> _Data shown_
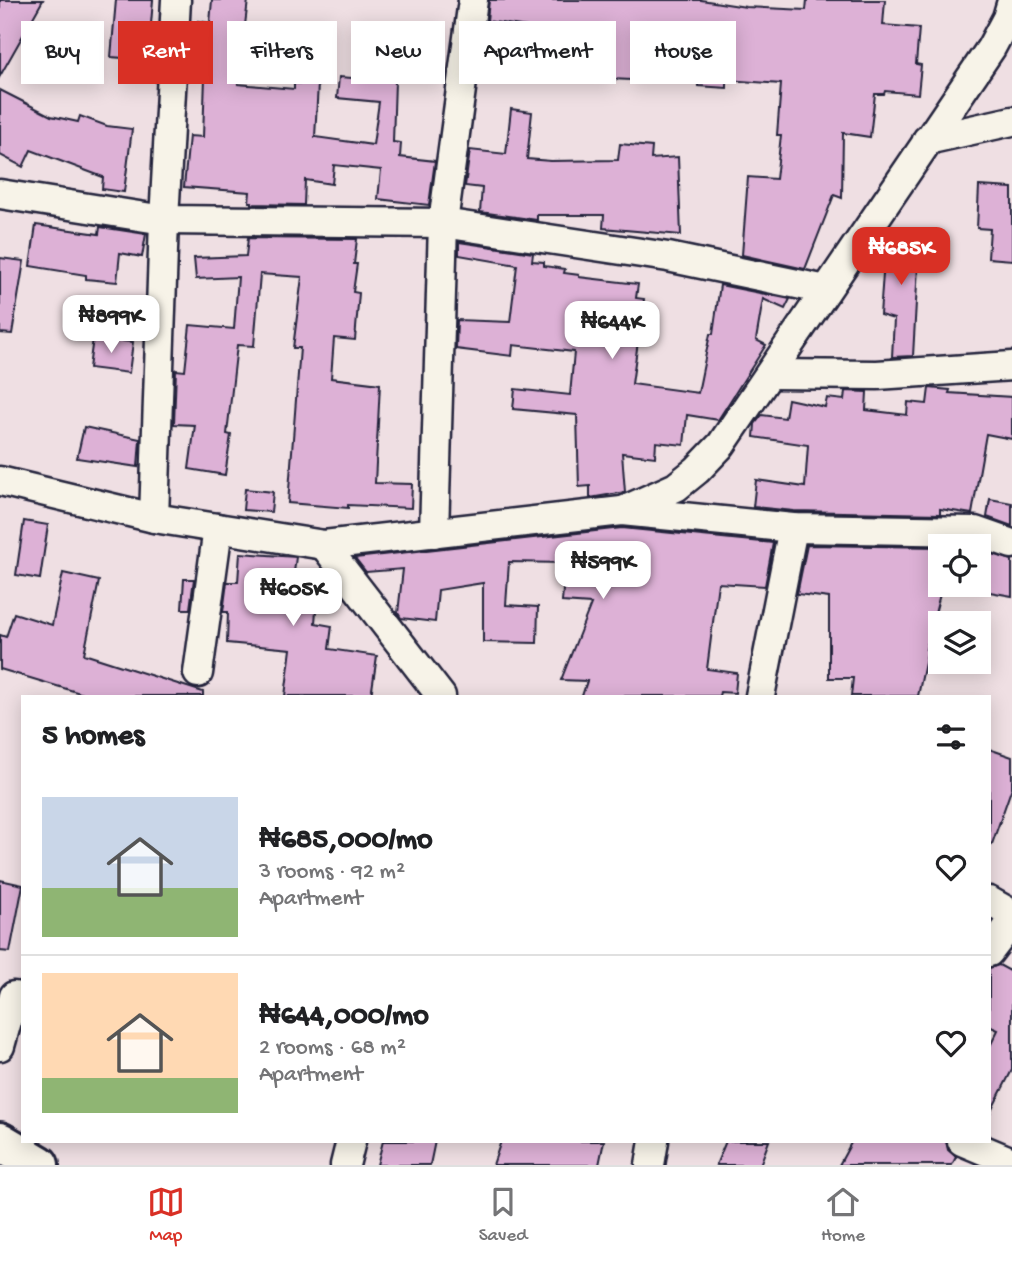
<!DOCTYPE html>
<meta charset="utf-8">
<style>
body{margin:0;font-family:"Gochi Hand",sans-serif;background:#f6f6f6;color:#202124;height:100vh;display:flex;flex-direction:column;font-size:26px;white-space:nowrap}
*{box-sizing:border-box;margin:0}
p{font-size:23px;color:#757577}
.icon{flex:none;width:38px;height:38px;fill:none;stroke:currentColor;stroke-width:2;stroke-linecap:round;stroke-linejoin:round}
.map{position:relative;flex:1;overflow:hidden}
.drawer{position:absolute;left:21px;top:695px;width:970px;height:448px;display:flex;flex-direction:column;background:#fff;border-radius:0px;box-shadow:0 4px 18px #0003}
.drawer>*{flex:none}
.guide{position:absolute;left:21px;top:21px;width:971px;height:63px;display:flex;gap:14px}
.controls{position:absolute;left:928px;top:534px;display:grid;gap:14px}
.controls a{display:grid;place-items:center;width:63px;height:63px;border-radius:0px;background:#fff;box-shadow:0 4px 18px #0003;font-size:35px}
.price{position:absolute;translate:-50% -60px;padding:0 16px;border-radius:14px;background:#fff;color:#222;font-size:23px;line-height:46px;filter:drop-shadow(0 2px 4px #0008)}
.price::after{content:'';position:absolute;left:50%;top:42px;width:21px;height:16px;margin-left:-10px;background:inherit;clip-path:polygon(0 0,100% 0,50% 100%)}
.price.selected{background:#d93025;color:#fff}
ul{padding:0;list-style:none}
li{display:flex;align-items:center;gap:21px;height:175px;padding:0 21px}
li+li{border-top:2px solid #e0e0e0}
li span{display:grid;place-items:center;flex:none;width:196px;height:140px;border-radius:0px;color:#555}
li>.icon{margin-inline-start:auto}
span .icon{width:84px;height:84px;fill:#fffc;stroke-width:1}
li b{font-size:30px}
h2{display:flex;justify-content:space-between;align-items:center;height:84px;padding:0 21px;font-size:30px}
.tag{padding:0 24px;border-radius:0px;background:#fff;box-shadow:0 4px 18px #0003;font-size:24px;line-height:63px}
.tag.selected{background:#d93025;color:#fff}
.menu{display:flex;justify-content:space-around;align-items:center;height:98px;border-top:2px solid #e0e0e0;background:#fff;font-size:19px;color:#757577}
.menu a{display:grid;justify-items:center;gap:4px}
.menu .selected{color:#d93025}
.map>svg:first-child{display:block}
.building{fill:#ddb1d6;stroke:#22223b;stroke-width:2}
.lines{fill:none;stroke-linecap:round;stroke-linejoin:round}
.street-casing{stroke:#22223b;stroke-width:33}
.secondary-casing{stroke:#22223b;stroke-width:44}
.street{stroke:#f7f3e8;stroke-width:28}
.secondary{stroke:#f7f3e8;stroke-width:38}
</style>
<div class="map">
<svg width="1012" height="1165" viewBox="0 0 1012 1165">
<rect width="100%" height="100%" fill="#efdfe3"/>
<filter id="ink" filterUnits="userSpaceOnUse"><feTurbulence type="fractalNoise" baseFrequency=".0143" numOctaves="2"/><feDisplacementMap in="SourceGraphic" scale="14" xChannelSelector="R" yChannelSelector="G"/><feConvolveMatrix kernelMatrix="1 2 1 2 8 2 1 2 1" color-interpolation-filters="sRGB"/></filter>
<g filter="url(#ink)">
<!-- building -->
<g class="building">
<polygon points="0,0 43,0 0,76"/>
<polygon points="116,0 153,0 148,60 111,57"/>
<polygon points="212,0 248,0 238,84 294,89 294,83 318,84 315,137 373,145 379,102 337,98 339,77 395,81 393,142 401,143 400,157 435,161 429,205 378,199 381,170 334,165 332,184 305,180 304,205 252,204 252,202 249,202 250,192 184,187 189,136 203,137 205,77 193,75 198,21 210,23"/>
<polygon points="489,0 701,0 746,7 806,10 807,0 885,0 883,25 919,28 916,64 921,65 918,94 885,91 884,94 875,94 870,137 843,133 842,198 834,195 805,269 742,255 748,177 776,179 781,135 777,135 781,84 727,80 727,88 698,86 698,82 652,76 652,81 570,77 571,70 532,67 535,28 487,21"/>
<polygon points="0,90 51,116 78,122 80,116 107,126 132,129 124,192 102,189 103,177 31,150 23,167 0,155"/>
<polygon points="511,109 532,112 527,159 551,161 618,160 620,144 652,147 651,159 678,157 681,235 603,228 604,215 537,215 537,220 480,212 482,188 465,186 470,150 506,154"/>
<polygon points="979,186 1012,188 1012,260 988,258 990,229 977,228"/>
<polygon points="36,225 99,234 100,227 146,234 142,257 120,253 117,282 86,279 86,275 30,266"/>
<polygon points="889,228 920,230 913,356 892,357 894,319 880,315 886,232"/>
<polygon points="248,238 357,239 354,264 357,264 353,292 359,293 355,340 334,338 331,378 380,384 375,483 412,484 411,508 348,505 348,508 288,503 300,348 293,348 302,277 260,274 254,346 237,345 227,434 231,435 225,475 189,469 195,425 174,424 176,370 185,371 190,325 234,329 238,277 196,279 194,258 246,256"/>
<polygon points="459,242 533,253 532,261 544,262 544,266 565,269 564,273 579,275 579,277 638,284 636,298 644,299 632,384 698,393 710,334 713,334 720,285 790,299 785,309 763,299 756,340 766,345 718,420 687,415 684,445 656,442 655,457 622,453 625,492 590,498 590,486 579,487 577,415 513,409 515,389 570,395 574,352 513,345 512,356 456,349 457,320 510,322 517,265 459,255"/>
<polygon points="0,258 24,261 12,334 0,333"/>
<polygon points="93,338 133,342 129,373 89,368"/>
<polygon points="929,388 950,390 949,393 1012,397 1012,439 986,434 972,514 940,509 940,514 794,511 753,507 756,480 805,487 808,445 754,437 755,424 762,415 785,418 788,399 825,407 827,398 844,400 845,391 867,392 866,410 907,415 908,402 927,404"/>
<polygon points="84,427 140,439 138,467 77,458"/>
<polygon points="245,489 273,492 271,512 243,510"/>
<polygon points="990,499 1012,503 1012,526 987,517"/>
<polygon points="24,521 48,525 40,579 16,575"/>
<polygon points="622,528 773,543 765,586 718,583 707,669 737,673 735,693 720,692 719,696 582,696 587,681 561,680 591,604 562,602 565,563 509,562 506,605 538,607 537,643 483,642 483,583 438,590 435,622 401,618 398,613 403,569 366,572 355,558"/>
<polygon points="807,545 940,547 940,594 926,649 928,649 918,696 851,696 853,678 829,678 829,598 797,594"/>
<polygon points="980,550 1012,560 1012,596 973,589 974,584 978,584"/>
<polygon points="240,553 296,557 294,572 319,574 315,623 332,626 329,649 377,656 371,696 285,696 291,649 227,643 228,612 223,612 227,582 238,582"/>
<polygon points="63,573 99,581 84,654 203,692 203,696 90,696 0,669 0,635 6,637 14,613 52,625"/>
<polygon points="184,579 194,579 190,609 182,609"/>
<polygon points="989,749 1012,757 1012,787 992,844 989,843"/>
<polygon points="0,880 23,885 10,952 0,951"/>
<polygon points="999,965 1012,972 1012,1070 989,1115 989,1048 998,1030 989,1026 989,968"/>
<polygon points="383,1141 435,1141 430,1165 377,1165"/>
<polygon points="501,1141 604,1141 599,1165 493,1165"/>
<polygon points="726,1141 769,1141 760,1165 716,1165"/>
<polygon points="852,1141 946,1141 948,1150 956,1157 952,1165 839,1165"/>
</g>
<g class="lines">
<!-- street casing -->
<g class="street-casing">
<g id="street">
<polyline points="927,140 1012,121"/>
<polyline points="0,194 164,220 443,223 668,257 826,290"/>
<polyline points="770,374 877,375 1012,366"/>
<polyline points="0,481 154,518 324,545 622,511 793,528 975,531 1012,544"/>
<polyline points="625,510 676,487 697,470 721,445 991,48 1007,18 1012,1"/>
<polyline points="154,518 164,220 176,0"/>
<polyline points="434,533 443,223 473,0"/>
<polyline points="324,545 441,696"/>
<polyline points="198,673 218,528"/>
<polyline points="760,696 793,528"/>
<polyline points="989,901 1012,914"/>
<polyline points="989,952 1012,922"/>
<polyline points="0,1046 14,996"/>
<polyline points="962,1141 1012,1162"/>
<polyline points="345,1165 351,1141"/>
<polyline points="650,1165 654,1141"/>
</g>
</g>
<!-- secondary casing -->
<g class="secondary-casing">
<polyline id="secondary" points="0,1142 39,1165"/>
</g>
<!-- street -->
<use href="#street" class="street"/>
<!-- secondary -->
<use href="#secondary" class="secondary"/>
</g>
</g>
</svg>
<div class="controls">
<a><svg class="icon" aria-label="locate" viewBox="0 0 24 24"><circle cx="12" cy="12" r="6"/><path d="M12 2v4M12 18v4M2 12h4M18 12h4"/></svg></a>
<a><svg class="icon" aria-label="layers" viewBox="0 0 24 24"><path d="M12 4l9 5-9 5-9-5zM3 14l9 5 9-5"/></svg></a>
</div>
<b class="price selected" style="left:901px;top:287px">₦685K</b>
<b class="price" style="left:111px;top:355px">₦899K</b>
<b class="price" style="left:612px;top:361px">₦644K</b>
<b class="price" style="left:603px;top:601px">₦599K</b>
<b class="price" style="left:293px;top:628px">₦605K</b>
<div class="guide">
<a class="tag">Buy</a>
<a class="tag selected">Rent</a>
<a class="tag">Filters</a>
<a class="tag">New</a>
<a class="tag">Apartment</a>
<a class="tag">House</a>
</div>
<section class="drawer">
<h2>5 homes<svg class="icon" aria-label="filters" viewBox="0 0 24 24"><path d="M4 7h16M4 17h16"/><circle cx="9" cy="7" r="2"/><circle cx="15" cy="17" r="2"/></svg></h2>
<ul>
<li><span style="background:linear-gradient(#c9d6e8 65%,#8fb573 0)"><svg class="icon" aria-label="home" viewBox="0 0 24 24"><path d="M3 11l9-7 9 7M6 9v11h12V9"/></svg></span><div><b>₦685,000/mo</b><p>3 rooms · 92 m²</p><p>Apartment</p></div><svg class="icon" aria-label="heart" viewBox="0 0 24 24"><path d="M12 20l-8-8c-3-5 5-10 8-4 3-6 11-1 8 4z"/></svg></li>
<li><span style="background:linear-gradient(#ffd9b3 75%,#8fb573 0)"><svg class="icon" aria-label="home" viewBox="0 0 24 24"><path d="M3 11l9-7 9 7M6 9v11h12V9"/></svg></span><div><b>₦644,000/mo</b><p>2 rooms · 68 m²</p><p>Apartment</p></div><svg class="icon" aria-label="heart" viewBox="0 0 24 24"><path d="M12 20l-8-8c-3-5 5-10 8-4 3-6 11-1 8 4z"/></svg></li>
</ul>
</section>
</div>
<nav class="menu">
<a class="selected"><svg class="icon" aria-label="map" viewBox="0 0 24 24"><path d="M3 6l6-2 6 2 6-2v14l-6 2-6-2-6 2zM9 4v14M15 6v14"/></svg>Map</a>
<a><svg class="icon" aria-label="saved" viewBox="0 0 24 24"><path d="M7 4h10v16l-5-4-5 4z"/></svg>Saved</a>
<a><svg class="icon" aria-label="home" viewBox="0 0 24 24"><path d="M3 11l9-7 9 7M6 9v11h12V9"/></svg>Home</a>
</nav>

> _Work to complete_
Every line from the one containing "6 2 6-2v14l-6" to the close of the records must be reproduced exactly. Include both ends and nothing more.

> _Reply to the exercise_
<a class="selected"><svg class="icon" aria-label="map" viewBox="0 0 24 24"><path d="M3 6l6-2 6 2 6-2v14l-6 2-6-2-6 2zM9 4v14M15 6v14"/></svg>Map</a>
<a><svg class="icon" aria-label="saved" viewBox="0 0 24 24"><path d="M7 4h10v16l-5-4-5 4z"/></svg>Saved</a>
<a><svg class="icon" aria-label="home" viewBox="0 0 24 24"><path d="M3 11l9-7 9 7M6 9v11h12V9"/></svg>Home</a>
</nav>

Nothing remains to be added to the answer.